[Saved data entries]
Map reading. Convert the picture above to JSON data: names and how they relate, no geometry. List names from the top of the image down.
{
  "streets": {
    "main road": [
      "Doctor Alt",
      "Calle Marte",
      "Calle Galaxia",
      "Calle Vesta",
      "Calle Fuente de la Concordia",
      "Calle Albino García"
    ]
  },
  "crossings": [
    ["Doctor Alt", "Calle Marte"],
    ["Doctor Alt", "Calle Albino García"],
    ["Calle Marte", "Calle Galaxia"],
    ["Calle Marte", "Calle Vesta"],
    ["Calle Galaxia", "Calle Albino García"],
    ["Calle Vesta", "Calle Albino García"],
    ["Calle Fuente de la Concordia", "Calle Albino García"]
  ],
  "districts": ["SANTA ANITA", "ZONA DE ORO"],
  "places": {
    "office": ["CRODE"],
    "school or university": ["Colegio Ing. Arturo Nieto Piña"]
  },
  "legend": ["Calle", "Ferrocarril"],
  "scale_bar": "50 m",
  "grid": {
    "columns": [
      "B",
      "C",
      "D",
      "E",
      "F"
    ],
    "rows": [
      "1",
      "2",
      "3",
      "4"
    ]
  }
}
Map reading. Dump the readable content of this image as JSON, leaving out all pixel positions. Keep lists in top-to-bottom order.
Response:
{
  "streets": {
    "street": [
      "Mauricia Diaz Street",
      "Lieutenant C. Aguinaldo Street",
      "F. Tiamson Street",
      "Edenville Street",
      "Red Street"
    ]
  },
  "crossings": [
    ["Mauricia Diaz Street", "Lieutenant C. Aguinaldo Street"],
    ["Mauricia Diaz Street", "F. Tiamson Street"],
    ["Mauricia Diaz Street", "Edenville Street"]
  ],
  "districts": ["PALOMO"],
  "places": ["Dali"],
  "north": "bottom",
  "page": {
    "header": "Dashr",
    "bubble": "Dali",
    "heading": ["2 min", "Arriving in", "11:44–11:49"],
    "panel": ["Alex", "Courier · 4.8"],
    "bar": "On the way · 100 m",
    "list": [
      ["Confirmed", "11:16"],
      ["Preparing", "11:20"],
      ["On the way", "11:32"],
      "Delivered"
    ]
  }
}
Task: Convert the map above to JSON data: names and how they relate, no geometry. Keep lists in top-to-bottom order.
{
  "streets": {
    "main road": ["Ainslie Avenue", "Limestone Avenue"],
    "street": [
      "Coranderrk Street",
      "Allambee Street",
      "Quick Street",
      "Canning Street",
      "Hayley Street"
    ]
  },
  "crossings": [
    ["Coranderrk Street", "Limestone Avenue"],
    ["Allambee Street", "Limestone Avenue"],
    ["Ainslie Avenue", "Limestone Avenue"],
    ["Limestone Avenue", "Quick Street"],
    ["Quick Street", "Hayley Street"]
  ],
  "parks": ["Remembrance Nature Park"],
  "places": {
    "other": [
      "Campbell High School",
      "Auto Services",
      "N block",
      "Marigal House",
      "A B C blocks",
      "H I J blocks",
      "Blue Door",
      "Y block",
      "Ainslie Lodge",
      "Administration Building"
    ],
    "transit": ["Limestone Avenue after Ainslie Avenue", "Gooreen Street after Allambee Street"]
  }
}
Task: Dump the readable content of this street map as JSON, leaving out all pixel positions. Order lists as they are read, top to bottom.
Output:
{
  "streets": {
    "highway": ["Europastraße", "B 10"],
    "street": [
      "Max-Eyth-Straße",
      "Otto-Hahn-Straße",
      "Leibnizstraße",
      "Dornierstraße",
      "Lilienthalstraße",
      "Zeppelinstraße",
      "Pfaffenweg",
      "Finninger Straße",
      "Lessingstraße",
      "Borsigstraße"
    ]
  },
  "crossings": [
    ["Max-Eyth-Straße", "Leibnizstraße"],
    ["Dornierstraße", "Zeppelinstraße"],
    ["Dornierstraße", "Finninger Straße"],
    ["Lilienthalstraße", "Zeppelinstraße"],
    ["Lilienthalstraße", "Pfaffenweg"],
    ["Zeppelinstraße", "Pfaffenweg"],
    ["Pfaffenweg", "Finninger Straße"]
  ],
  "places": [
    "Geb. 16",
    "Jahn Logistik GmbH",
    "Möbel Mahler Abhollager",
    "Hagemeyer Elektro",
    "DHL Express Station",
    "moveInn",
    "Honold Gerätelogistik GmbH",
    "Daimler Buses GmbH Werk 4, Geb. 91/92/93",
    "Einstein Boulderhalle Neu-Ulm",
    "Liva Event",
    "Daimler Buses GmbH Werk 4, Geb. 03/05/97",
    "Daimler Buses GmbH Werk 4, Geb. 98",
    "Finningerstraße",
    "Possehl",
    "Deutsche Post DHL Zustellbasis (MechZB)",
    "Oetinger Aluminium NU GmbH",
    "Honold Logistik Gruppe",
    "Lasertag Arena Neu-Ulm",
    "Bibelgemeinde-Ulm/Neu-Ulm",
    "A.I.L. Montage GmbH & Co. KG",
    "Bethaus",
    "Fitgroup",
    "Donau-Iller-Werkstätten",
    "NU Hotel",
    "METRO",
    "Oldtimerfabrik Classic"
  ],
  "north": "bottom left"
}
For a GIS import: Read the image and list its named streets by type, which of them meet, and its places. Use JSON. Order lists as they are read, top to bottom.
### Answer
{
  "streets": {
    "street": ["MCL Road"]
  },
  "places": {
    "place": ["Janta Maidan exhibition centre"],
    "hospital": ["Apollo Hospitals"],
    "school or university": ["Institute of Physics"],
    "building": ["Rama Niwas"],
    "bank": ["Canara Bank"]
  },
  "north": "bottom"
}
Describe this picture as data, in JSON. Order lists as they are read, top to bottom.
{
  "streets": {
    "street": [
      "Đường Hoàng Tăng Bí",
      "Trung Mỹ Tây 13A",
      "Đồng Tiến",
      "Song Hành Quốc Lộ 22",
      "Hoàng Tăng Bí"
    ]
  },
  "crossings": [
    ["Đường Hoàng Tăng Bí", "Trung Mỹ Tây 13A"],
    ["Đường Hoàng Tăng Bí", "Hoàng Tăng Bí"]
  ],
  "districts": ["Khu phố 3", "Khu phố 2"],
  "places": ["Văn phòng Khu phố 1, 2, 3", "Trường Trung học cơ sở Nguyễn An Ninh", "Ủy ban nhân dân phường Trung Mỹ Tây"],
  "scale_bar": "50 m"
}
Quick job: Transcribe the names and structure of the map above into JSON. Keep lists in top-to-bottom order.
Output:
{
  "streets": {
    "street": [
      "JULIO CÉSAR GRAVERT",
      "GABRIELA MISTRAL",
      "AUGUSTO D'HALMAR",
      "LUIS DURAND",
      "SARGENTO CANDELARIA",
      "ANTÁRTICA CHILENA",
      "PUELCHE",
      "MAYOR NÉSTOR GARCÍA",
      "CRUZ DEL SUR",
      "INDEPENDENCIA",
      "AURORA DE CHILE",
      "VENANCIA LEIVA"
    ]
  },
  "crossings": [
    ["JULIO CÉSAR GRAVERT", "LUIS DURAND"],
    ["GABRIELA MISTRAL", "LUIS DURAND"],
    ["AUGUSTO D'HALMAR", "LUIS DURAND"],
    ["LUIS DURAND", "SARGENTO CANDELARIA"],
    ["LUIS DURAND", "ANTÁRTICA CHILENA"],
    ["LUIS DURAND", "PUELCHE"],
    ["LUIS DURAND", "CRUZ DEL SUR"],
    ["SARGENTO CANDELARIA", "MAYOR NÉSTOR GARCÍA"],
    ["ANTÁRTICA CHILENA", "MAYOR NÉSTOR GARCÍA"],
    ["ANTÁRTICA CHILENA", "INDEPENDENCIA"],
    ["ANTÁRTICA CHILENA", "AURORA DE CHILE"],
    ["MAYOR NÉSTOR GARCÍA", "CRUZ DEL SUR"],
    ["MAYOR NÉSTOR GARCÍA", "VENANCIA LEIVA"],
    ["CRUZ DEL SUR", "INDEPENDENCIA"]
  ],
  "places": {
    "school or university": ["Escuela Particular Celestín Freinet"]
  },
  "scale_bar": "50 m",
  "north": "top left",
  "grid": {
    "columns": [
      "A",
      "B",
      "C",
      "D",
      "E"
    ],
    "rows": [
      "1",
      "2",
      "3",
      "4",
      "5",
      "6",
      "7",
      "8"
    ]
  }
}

Brief: Using the records above, count the lines that hold the string "JULIO", and give back only the result.

Response to this exercise: 2